_REQUIRED WORK_: Filter these records by the string "Quick", copying each line that holds it.

_Stored items_:
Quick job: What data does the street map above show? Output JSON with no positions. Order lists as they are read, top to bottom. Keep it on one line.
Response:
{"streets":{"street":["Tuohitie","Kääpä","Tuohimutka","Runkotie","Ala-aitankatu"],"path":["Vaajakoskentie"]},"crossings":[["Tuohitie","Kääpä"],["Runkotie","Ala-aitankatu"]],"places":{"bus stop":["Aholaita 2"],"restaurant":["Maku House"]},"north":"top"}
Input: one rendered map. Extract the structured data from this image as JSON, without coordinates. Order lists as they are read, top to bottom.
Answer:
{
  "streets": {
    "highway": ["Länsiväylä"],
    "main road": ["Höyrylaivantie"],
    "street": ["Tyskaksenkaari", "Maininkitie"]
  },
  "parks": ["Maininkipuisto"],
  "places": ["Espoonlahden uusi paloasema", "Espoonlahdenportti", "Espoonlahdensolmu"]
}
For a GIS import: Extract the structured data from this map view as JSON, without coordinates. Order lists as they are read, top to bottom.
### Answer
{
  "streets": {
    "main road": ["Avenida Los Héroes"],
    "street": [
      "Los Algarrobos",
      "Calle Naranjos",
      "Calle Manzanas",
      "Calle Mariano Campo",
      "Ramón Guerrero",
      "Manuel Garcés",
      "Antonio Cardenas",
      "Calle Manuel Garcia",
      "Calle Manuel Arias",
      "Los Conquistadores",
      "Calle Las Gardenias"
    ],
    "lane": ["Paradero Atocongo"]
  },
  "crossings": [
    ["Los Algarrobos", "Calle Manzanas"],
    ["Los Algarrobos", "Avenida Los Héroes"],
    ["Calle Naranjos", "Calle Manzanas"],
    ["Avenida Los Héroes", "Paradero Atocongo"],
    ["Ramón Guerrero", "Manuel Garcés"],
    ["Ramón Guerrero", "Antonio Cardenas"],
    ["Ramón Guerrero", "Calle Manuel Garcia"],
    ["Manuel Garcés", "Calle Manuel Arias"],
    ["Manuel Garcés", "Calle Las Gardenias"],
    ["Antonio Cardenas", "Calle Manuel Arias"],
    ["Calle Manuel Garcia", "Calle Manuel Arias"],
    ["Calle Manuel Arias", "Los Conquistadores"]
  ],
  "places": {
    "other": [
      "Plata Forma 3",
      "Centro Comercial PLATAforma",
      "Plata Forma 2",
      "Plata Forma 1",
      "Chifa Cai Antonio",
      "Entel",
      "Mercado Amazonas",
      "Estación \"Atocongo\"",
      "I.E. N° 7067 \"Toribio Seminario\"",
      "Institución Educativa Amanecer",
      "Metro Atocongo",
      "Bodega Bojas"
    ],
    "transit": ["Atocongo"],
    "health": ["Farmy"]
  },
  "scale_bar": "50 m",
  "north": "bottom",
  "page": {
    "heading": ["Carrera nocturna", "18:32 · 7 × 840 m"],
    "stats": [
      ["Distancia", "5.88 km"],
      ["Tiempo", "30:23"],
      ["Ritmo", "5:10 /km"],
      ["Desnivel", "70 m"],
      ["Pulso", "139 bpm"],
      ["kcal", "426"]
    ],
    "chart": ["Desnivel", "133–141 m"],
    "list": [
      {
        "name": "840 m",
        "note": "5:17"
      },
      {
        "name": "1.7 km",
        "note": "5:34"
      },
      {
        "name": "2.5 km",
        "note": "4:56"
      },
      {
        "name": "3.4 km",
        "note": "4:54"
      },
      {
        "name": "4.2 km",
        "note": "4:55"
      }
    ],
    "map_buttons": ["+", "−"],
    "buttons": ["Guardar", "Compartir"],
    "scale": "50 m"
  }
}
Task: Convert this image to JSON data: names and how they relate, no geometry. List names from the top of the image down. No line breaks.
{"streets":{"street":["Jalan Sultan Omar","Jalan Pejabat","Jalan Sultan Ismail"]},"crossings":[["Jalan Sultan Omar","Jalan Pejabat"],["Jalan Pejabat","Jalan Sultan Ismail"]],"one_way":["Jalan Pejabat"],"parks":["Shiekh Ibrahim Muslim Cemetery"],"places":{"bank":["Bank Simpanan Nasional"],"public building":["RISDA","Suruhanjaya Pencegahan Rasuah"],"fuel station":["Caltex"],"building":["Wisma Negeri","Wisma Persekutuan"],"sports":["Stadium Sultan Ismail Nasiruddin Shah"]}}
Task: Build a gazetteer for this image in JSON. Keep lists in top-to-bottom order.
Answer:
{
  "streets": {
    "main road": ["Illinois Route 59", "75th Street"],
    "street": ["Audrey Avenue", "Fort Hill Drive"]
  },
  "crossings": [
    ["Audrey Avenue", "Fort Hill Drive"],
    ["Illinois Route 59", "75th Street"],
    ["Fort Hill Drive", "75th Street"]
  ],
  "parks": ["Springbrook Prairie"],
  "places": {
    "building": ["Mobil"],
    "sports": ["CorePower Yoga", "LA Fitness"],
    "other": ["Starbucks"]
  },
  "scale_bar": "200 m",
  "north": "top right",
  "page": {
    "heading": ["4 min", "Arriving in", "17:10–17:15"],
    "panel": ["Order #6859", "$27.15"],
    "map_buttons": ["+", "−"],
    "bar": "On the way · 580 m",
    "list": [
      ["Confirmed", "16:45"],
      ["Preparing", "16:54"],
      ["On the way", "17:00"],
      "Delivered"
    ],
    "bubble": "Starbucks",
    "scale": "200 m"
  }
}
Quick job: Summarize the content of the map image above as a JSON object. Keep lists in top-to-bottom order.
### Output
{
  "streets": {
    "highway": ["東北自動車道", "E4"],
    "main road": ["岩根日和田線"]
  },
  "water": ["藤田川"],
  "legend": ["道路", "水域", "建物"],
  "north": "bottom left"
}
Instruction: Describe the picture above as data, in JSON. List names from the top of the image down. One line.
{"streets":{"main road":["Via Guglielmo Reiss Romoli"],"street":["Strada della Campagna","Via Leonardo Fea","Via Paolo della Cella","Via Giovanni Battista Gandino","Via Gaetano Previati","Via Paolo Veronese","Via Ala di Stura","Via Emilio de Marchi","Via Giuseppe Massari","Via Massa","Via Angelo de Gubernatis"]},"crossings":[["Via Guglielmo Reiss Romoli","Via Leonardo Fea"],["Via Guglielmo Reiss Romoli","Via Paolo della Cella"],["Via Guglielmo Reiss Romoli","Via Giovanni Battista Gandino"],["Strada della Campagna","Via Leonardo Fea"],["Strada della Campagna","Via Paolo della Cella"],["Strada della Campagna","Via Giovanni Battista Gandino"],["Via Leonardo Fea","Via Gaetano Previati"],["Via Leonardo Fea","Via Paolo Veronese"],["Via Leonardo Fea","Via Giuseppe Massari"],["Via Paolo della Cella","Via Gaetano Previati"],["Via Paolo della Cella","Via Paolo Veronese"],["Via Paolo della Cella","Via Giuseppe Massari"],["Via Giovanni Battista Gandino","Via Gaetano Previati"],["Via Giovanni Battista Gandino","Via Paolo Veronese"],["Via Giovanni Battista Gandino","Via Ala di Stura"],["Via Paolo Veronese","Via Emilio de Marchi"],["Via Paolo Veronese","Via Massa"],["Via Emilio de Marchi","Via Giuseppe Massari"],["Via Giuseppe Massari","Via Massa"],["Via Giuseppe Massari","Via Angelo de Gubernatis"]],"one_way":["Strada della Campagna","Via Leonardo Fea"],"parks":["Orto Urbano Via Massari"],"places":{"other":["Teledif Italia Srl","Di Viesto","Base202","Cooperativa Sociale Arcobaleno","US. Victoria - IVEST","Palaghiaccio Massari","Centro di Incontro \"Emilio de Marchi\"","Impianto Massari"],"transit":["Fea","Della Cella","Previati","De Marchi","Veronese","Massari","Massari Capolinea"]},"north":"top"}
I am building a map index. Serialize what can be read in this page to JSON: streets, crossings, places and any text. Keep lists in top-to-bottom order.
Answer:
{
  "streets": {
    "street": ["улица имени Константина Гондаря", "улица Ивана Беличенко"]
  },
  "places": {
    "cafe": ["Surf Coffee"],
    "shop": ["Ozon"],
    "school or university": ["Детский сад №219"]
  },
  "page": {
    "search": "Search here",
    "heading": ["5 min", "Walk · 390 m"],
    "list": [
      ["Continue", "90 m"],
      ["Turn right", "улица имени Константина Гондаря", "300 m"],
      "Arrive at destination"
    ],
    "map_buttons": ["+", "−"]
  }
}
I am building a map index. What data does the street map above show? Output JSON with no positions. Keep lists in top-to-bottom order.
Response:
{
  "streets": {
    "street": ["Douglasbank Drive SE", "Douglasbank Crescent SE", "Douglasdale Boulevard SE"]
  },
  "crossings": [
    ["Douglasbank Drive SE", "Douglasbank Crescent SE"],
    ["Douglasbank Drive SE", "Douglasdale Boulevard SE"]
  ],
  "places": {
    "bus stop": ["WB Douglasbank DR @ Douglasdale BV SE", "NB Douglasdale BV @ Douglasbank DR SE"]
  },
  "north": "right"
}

_RESPONSE_:
Quick job: What data does the street map above show? Output JSON with no positions. Order lists as they are read, top to bottom. Keep it on one line.
Quick job: Summarize the content of the map image above as a JSON object. Keep lists in top-to-bottom order.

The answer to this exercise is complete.